Kamal-rais, called by the Italians Camalì, in the year 1502, ruled over Santamaura or Leucadia, one of the most important of the Ionian Islands, and from that centre, with a powerful fleet, devastated the neighboring shores, and crippled maritime commerce. At the beginning of the sixteenth century, the metropolis of the island (to which it gives its name, Santa Maura) was a strongly fortified place. It was surrounded by a strong wall, flanked by massive turrets, furnished with a large quantity of artillery, and strengthened besides by a rectangular castle of oblong shape, protected by five large round towers, and four smaller square ones.

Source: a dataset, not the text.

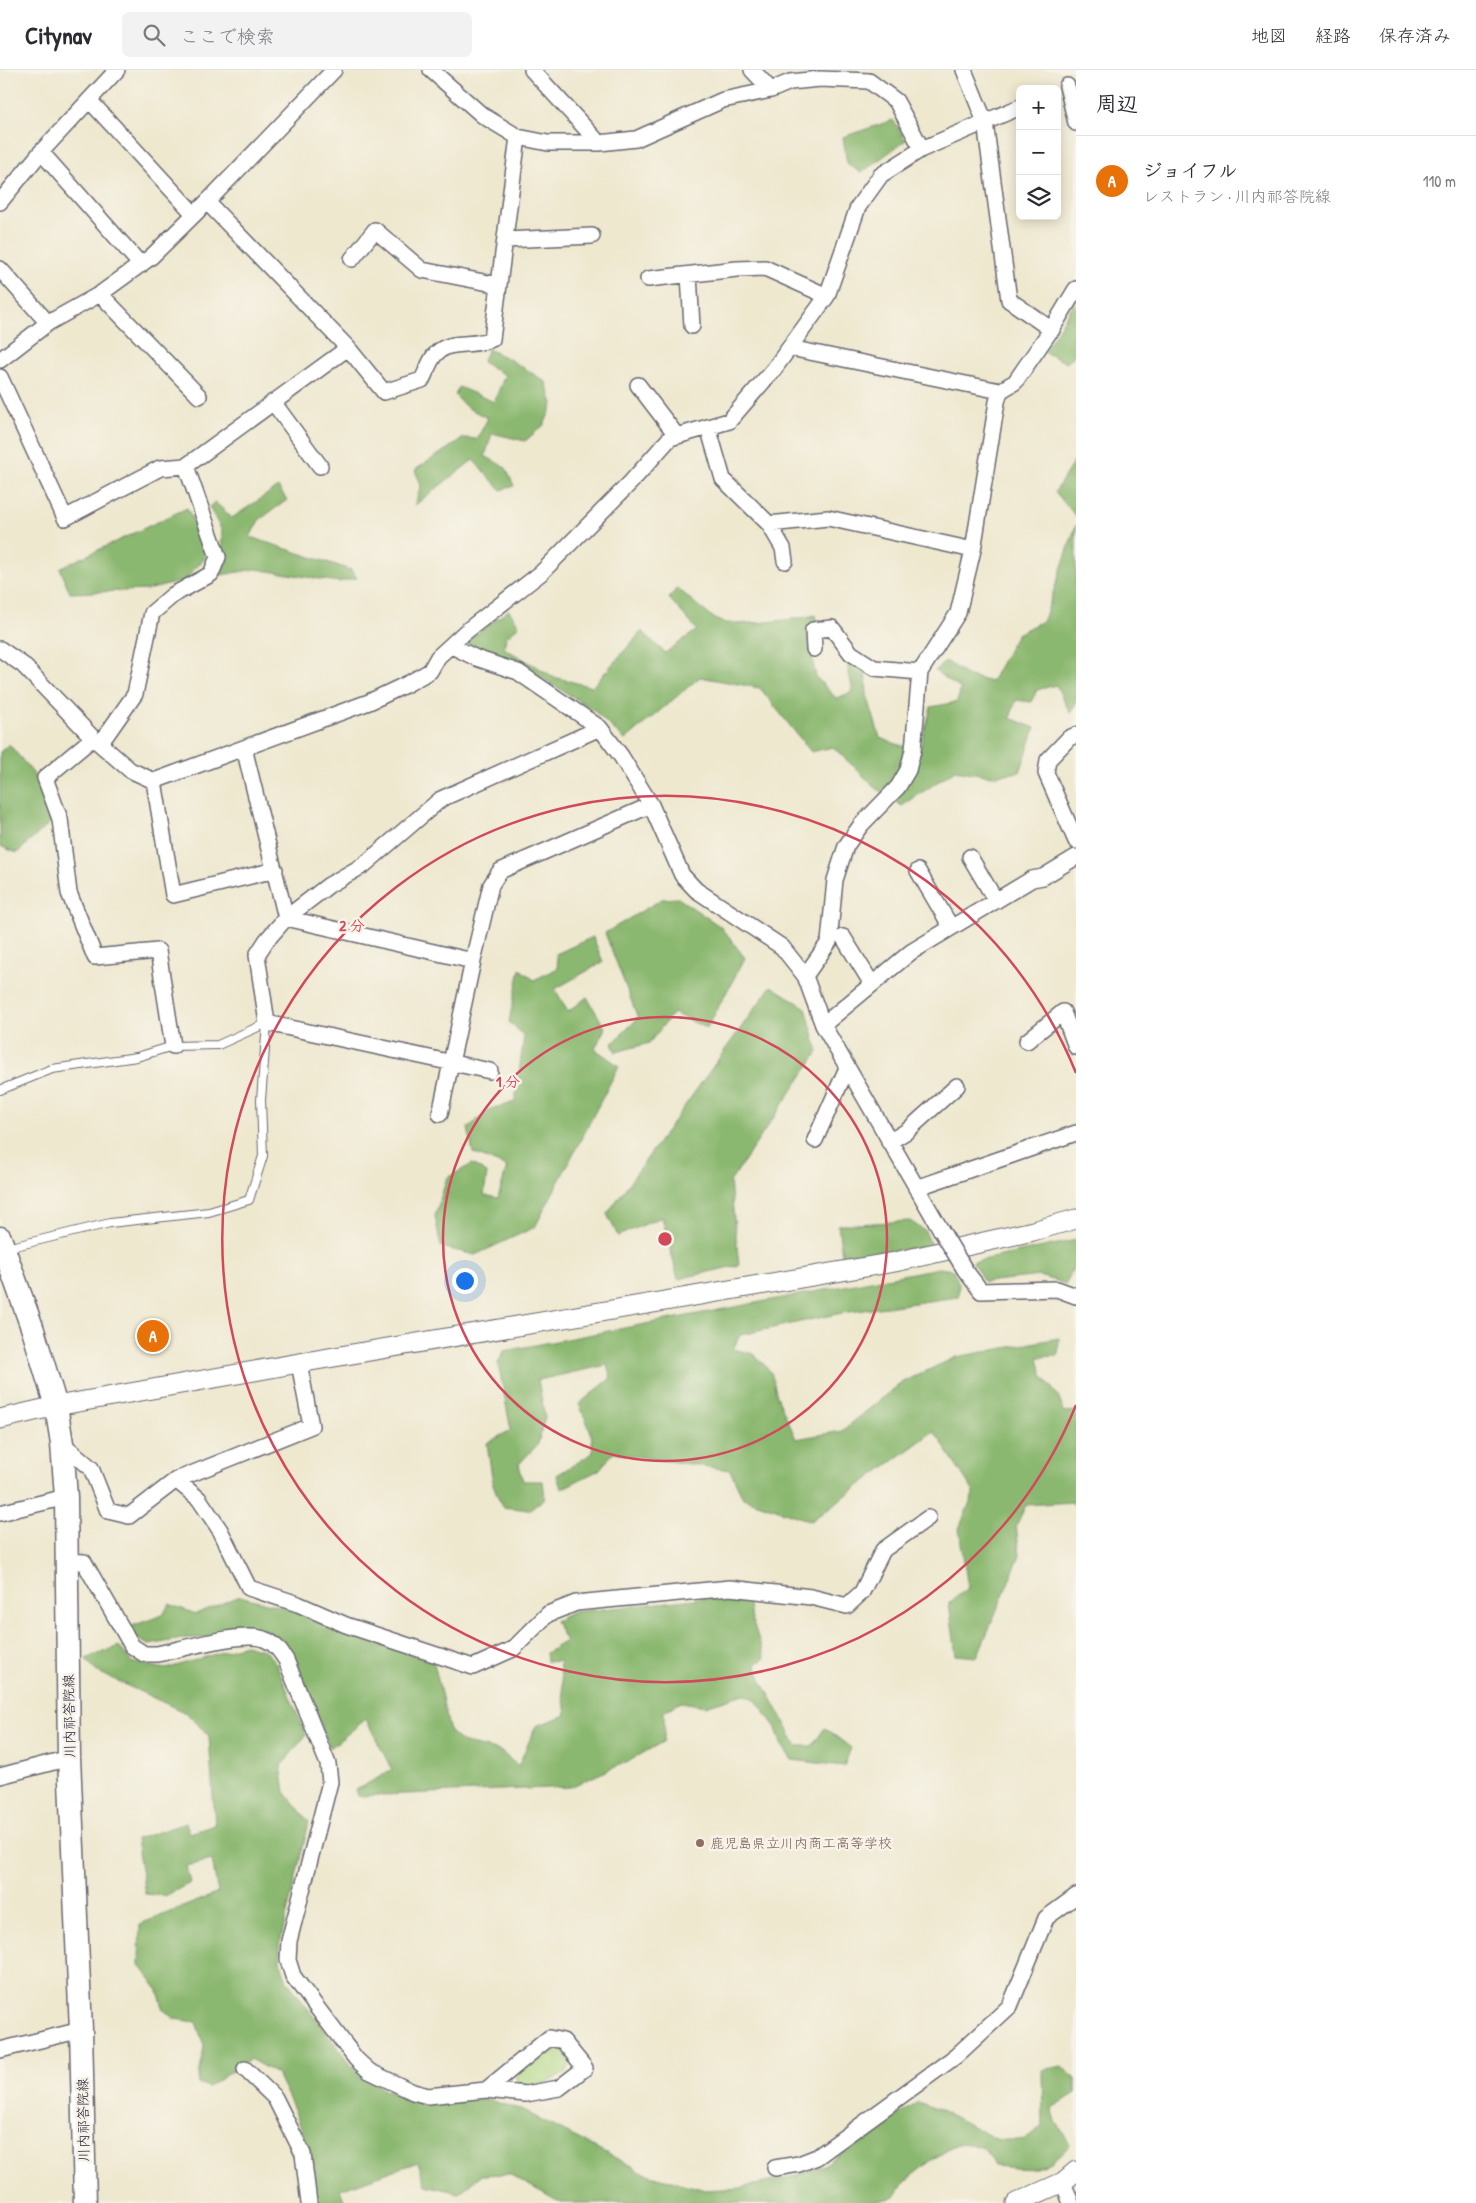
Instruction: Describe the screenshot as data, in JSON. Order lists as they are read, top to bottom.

At the foot of the escarpments were deep moats filled with sea-water. Between the island and the coast of Acarnania there is only a very narrow canal, over which, by means of sundry little islets and rocks, a bridge was carried,

connecting it with the mainland. A curious memorial of the condition of the fortress of Santamaura in those days exists in the church of the Frari at Venice, where, on the monument to Benedetto Capello, a view of it is sculptured in basrelief. In the same church, too, the commandant of the Papal fleet who directed the expedition against Camall, which we are about to describe, lives again on the canvas of Titian. The commandant, or commissary, as was his official_title, was no other than Giacopo Pesaro, Bishop of Pafo; and he is represented in Titian's magnificent picture as kneeling before St. Peter, who regards him benevolently for his services to Christendom against the Turks. The custom of employing ecclesiastics in military enterprises was not peculiar to the Papal court. As late as the days of Louis XIV., bishops and cardinals commanded French ships of war.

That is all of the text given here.